We arrived in Dolores Hilgado around 10 am and it was a short walk to the Centro from the station. Once we got our bearings, we took a bit of a walk around town and checked out the sights. It was a classic Mexican town where life revolves around the town square and the hustle and bustle of street vendors fills the air. Virtually no one here spoke much English, so my Spanish was tested to the max. After a bit of walking we found a decent looking restaurant to grab a little lunch and I am pretty sure the tall, slender, dark-skinned, olive-eyed senorita that beckoned us in had nothing to do with my choice. No English was spoken here, but I find menus pretty easy to decipher. Having the servers understand me however is another story, but I managed to wrestle my way through without ordering fried walrus tusks or cowboy boot rellenos!

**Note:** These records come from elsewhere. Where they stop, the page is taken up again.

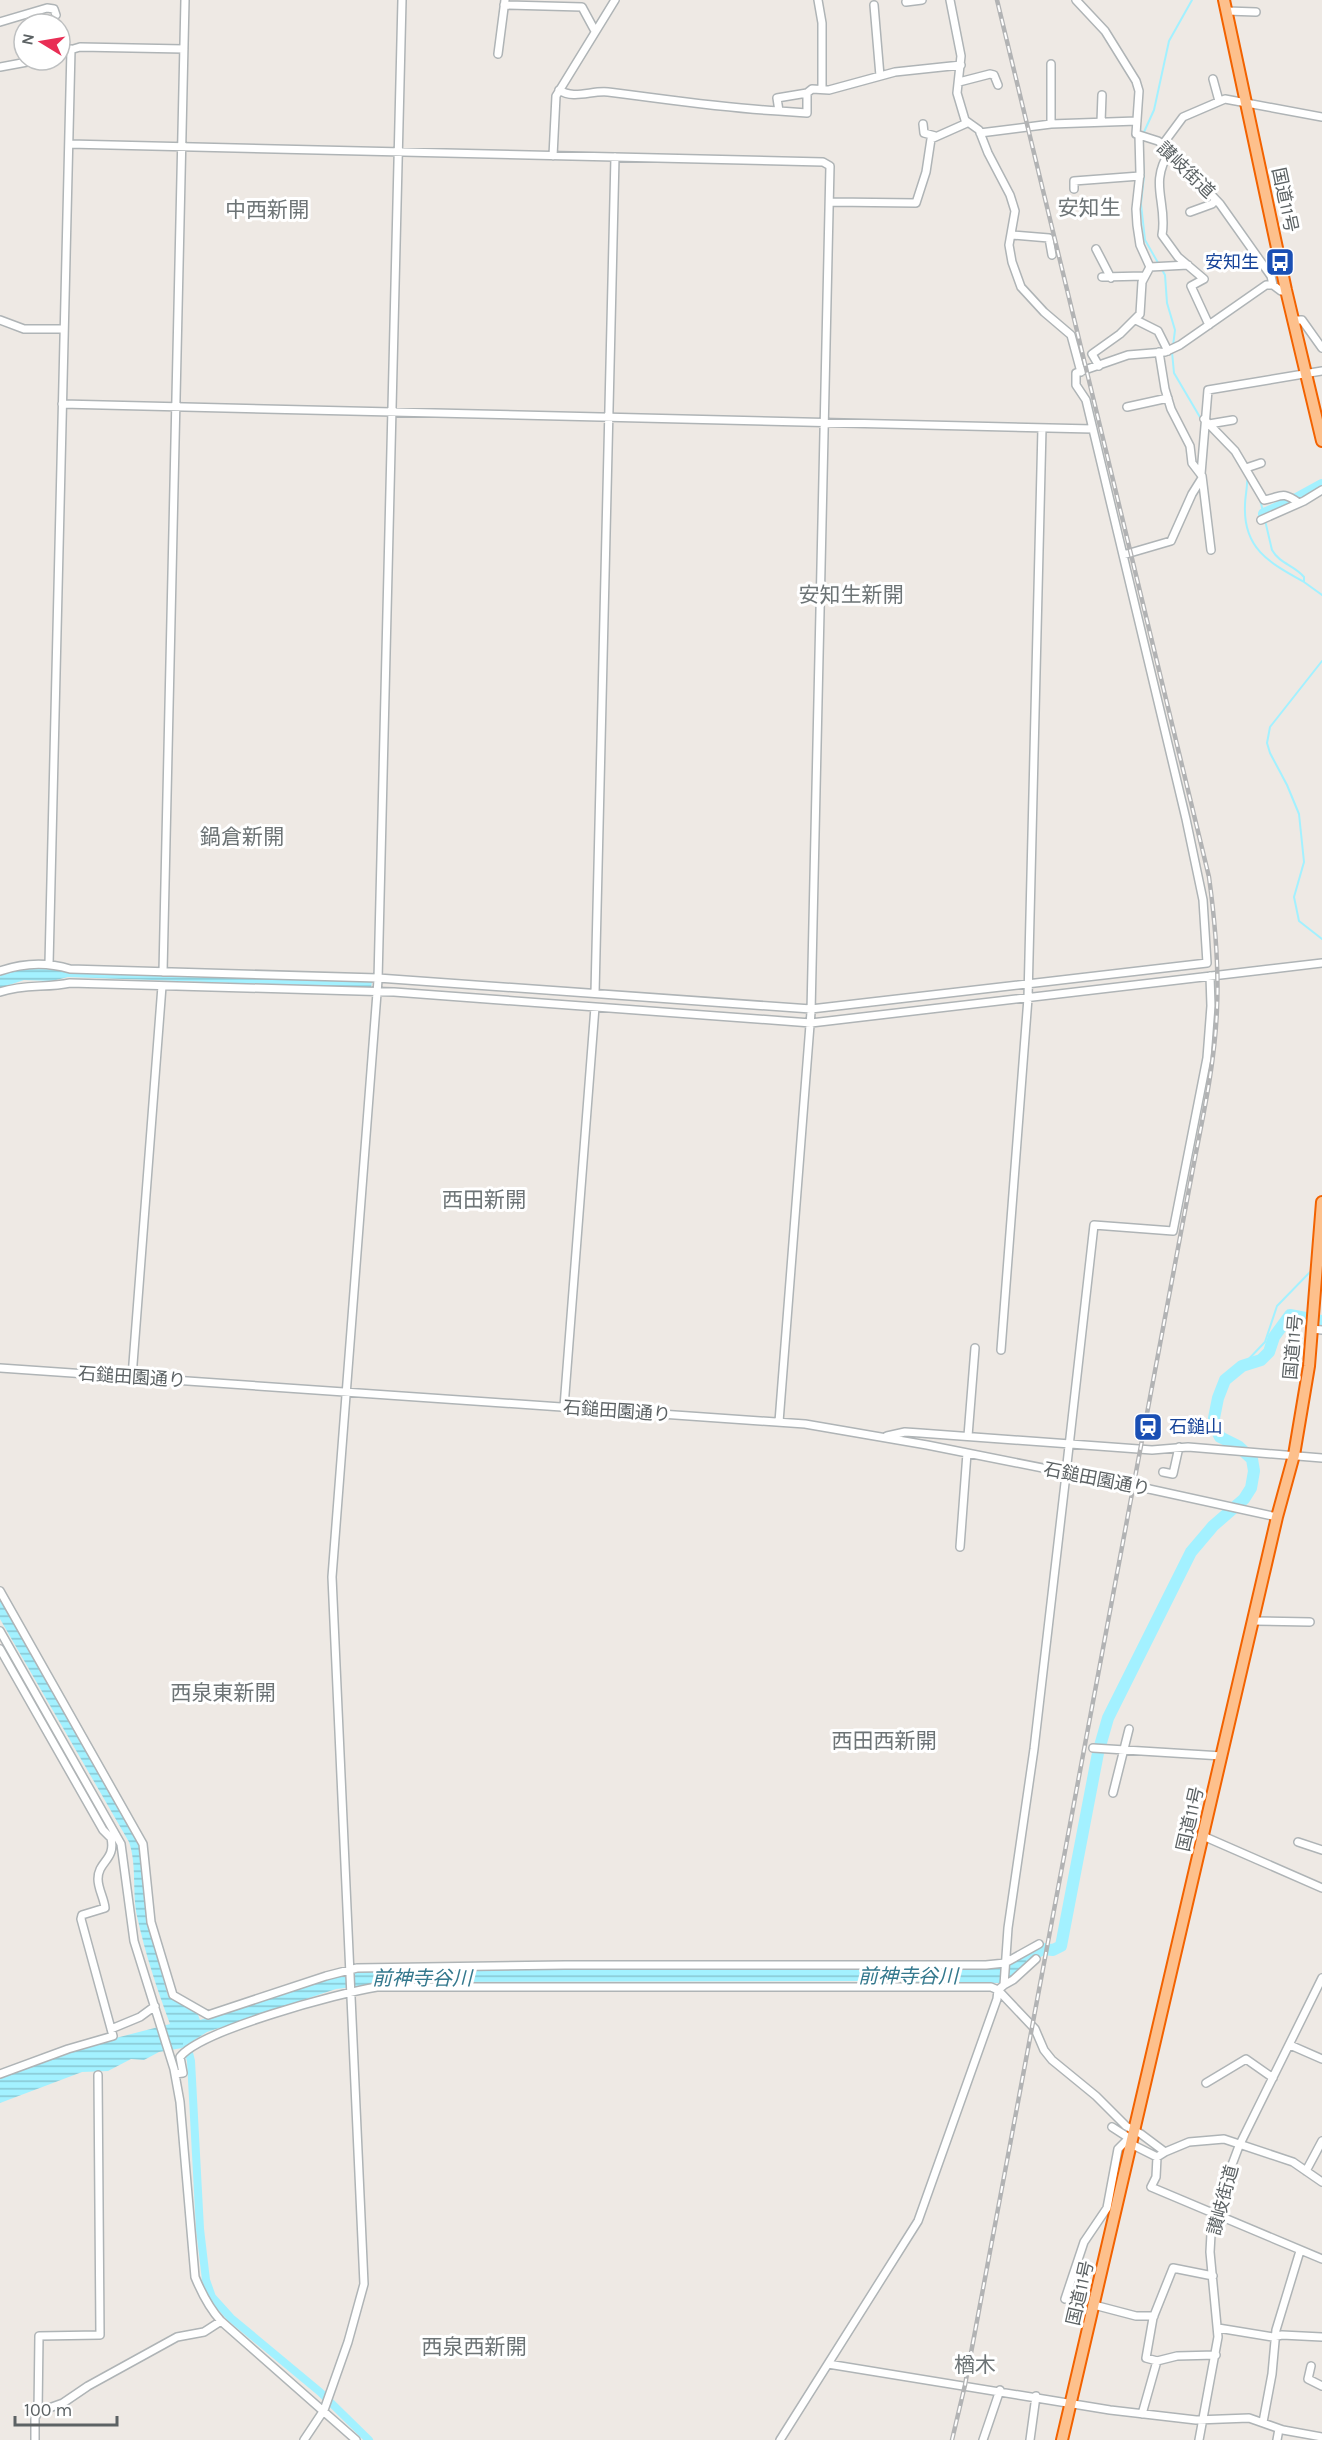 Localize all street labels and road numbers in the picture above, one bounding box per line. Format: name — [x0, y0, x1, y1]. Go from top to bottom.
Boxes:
street label: 讃岐街道 — [1152, 137, 1220, 203]
street label: 国道11号 — [1267, 165, 1303, 235]
street label: 国道11号 — [1279, 1313, 1307, 1381]
street label: 石鎚田園通り — [77, 1362, 187, 1392]
street label: 石鎚田園通り — [562, 1396, 672, 1426]
street label: 石鎚田園通り — [1042, 1458, 1152, 1500]
street label: 国道11号 — [1172, 1784, 1208, 1854]
street label: 讃岐街道 — [1203, 2162, 1243, 2238]
street label: 国道11号 — [1062, 2258, 1098, 2328] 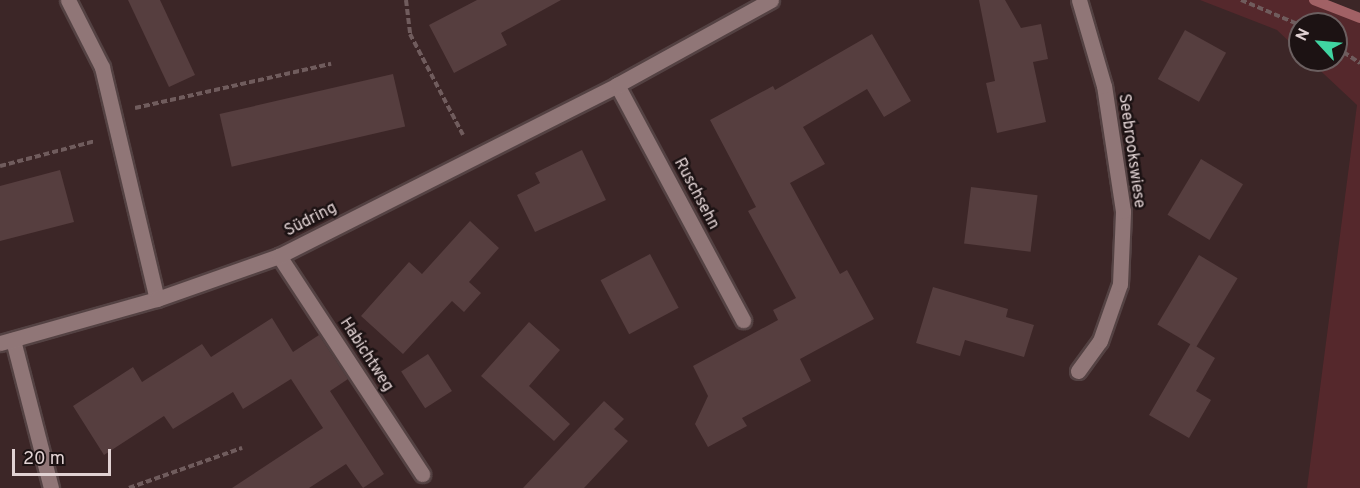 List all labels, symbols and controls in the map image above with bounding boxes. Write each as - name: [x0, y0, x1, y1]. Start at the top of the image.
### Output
- north arrow: [1288, 12, 1348, 72]
- text: N: [1292, 25, 1315, 45]
- street label: Seebrookswiese: [1113, 93, 1149, 209]
- street label: Ruschsehn: [669, 155, 723, 233]
- street label: Südring: [282, 199, 340, 241]
- street label: Habichtweg: [335, 315, 397, 395]
- scale bar: [15, 437, 114, 475]
- text: 20 m: [23, 448, 65, 471] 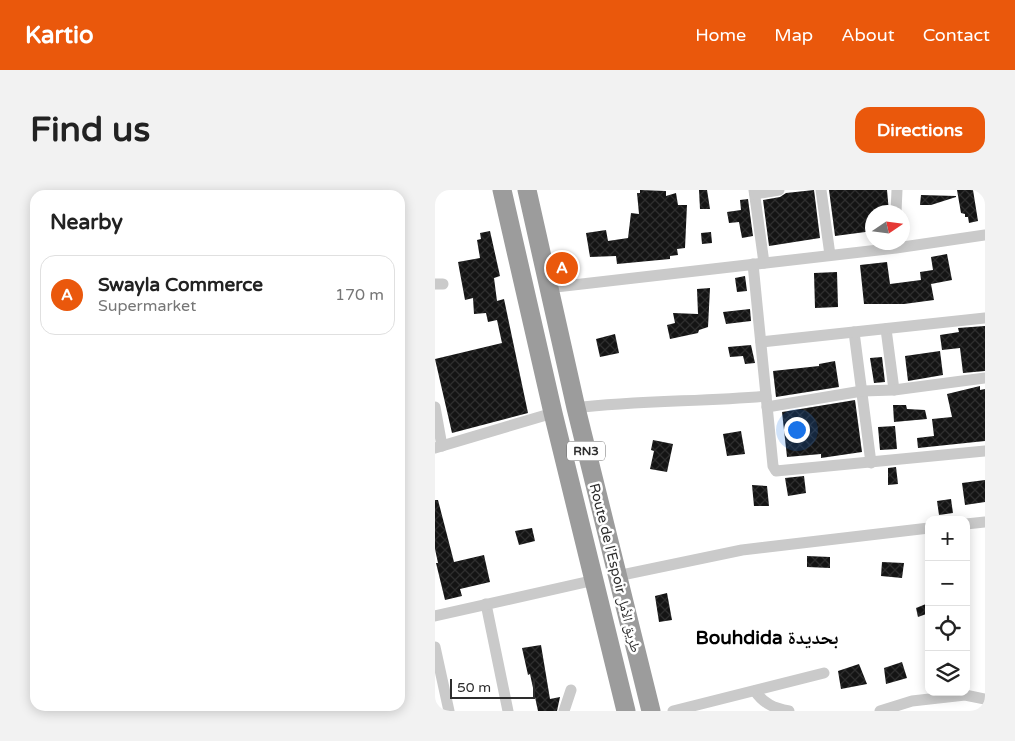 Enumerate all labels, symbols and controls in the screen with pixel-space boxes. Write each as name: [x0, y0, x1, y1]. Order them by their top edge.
text: Kartio: [25, 21, 94, 50]
text: Home: [695, 24, 746, 46]
text: Map: [774, 24, 813, 46]
text: About: [841, 24, 895, 46]
text: Contact: [923, 24, 990, 46]
button: Directions: [855, 107, 985, 153]
text: Find us: [30, 109, 150, 151]
north arrow: [865, 205, 910, 250]
text: Nearby: [50, 210, 123, 235]
pin: A: [546, 249, 578, 287]
text: Swayla Commerce: [98, 274, 263, 296]
text: A: [61, 285, 73, 305]
text: 170 m: [335, 285, 384, 305]
text: Supermarket: [98, 296, 196, 316]
your location: [784, 417, 810, 443]
road number: RN3: [567, 442, 605, 460]
street label: Route de l’Espoir طريق الأمل: [585, 482, 644, 655]
map controls: [925, 516, 970, 696]
button: +: [925, 516, 970, 561]
button: −: [925, 561, 970, 606]
button: locate: [925, 606, 970, 651]
district label: Bouhdida بحديدة: [696, 627, 838, 649]
button: layers: [925, 651, 970, 696]
scale bar: [450, 676, 535, 699]
text: 50 m: [457, 679, 491, 696] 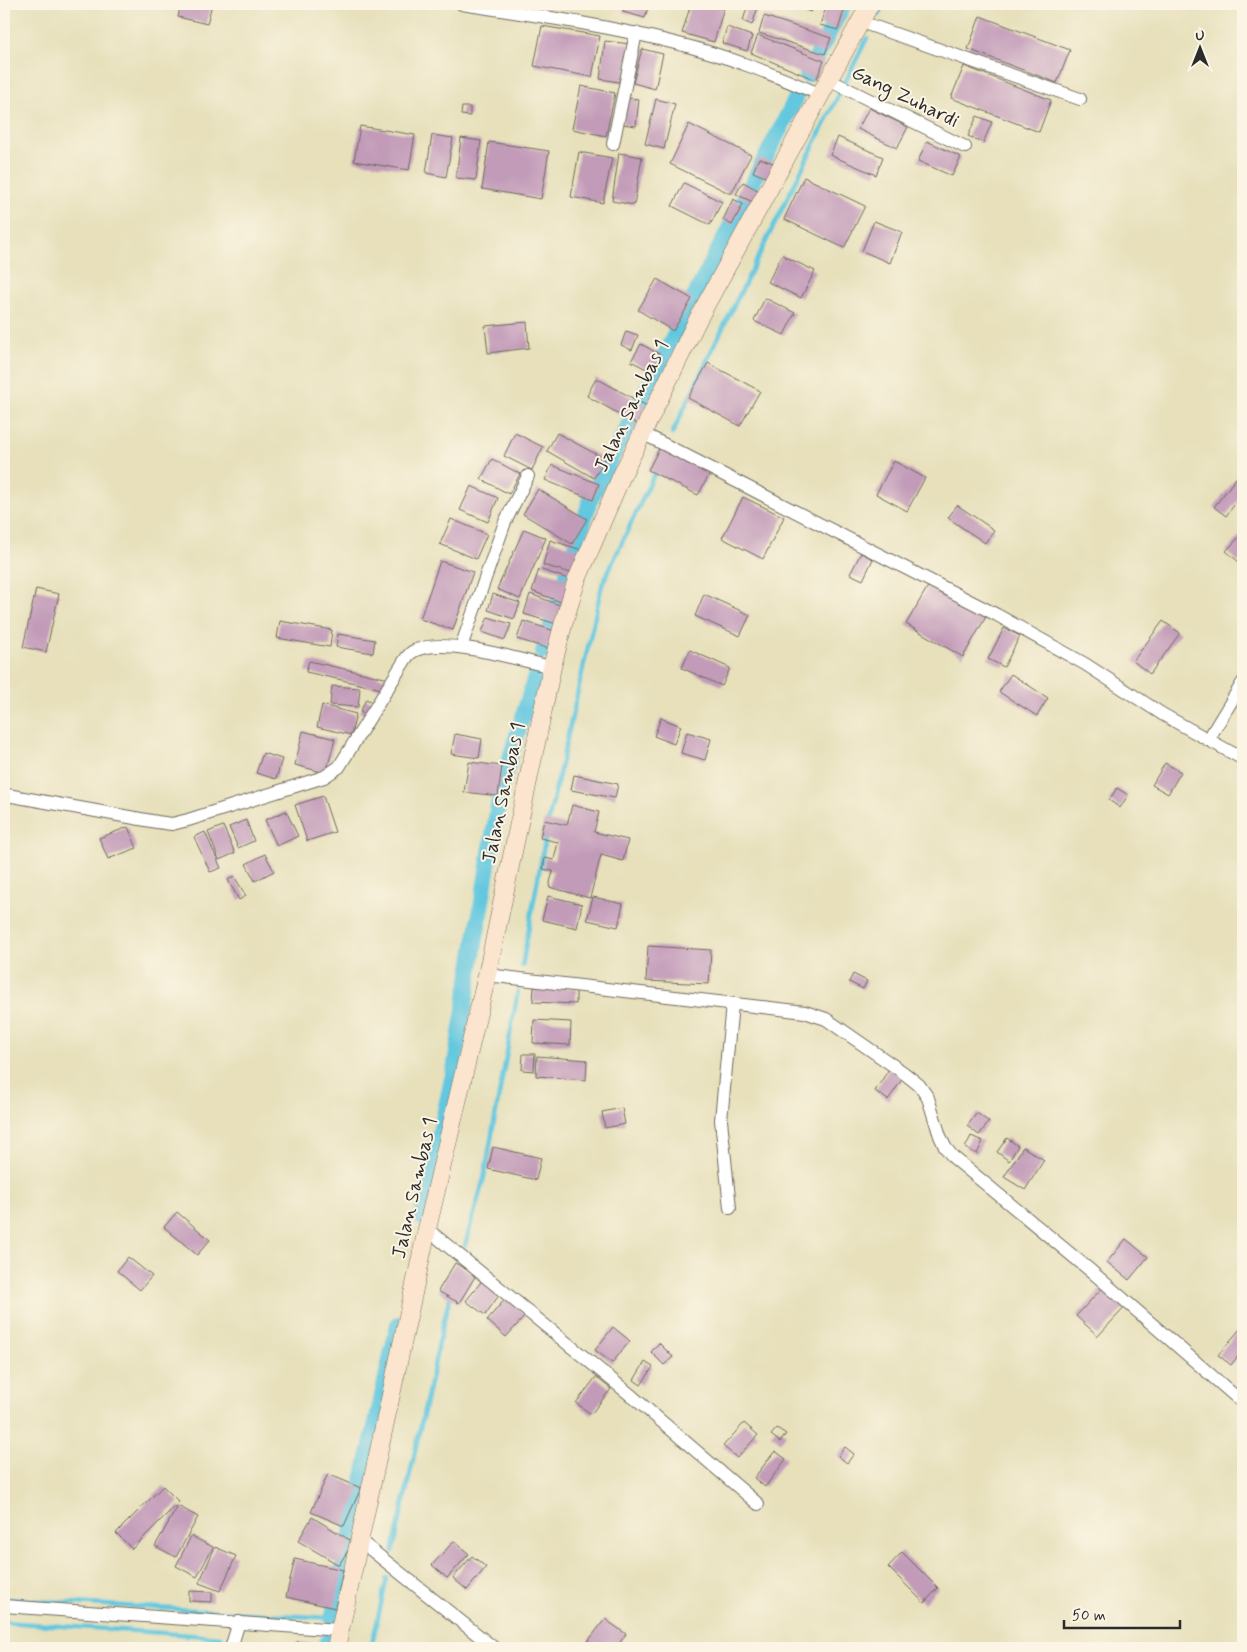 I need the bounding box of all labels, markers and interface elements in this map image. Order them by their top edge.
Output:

Know for its pottery and some unusual flavors of ice cream, after a few more hours of shooting photos and wandering about the town, we decided to try and get a beer at one of the small cantina's scattered about the town. If they have a swinging door and look like something out of a Pancho Villa movie, then you will probably find them to be "muy athentico" inside. We pushed our way through the doors, endured the stares of the entire group at the bar, and rather than slink off to one of the tables we sat down right at the bar and ordered some beers. This seemed to meet with the general approval of the patrons, and within a few minutes a man sat down next to us and asked "como se llama?". This being one of the few questions I actually remember from my Spanish lessons long ago,  I gave my reply in my best rapid-fire Spanish "Se llama Juan!". Well this was a really big hit and his face lit up like the scoreboard at Wrigley Field. "John" he said, I am John too!", and I felt like Arlo Guthrie at the Group W bench when he admitted his crime of "littering, and creating a nuisance". From that moment on we were "in" at the cantina and Juan regaled us with his adventures in the US in a blend of Spanish and English. Although I did not understand everything he said, I just kept grinning and nodding and this seemed to satisfy him. As we prepared to leave, Juan, who was pretty well into his cups by this time, persuaded one of his friends to shoot a photo on his phone so he could "show his wife" the Americano's he had met. Pretty sure she was going to be thrilled!

We decided to head back to the bus station and see if we could grab an earlier bus as we had pretty well seen most of this small village. As we sat down, the wind started to blow, lightning flashed across the sky, and within what seemed like seconds huge sheets of rain fell out of the previously nearly cloudless sky. What ensued was one of the most powerful downpours I had ever seen. The street vendors scrambled to protect their goods and we boarded, getting soaked in the 10 ft or so to the bus. As we headed out of town, the streets had begun to flood, the Policia were already blocking the entrance to some roads, and the driver was lucky to get us out just in time. The rain continued for a while and you could see the smaller cars and trucks pulling off the road until things subsided. Other than limited visibility, the bus plowed through the water and about half way back to town, the rain suddenly quit. When we got to San Miguel, it was obvious it hadn't rained a drop there!

Next...off to Guanajuato and the Museum of the Mummies!


Saturday, June 4, 2016

The Land of the Giants...I Love a Parade!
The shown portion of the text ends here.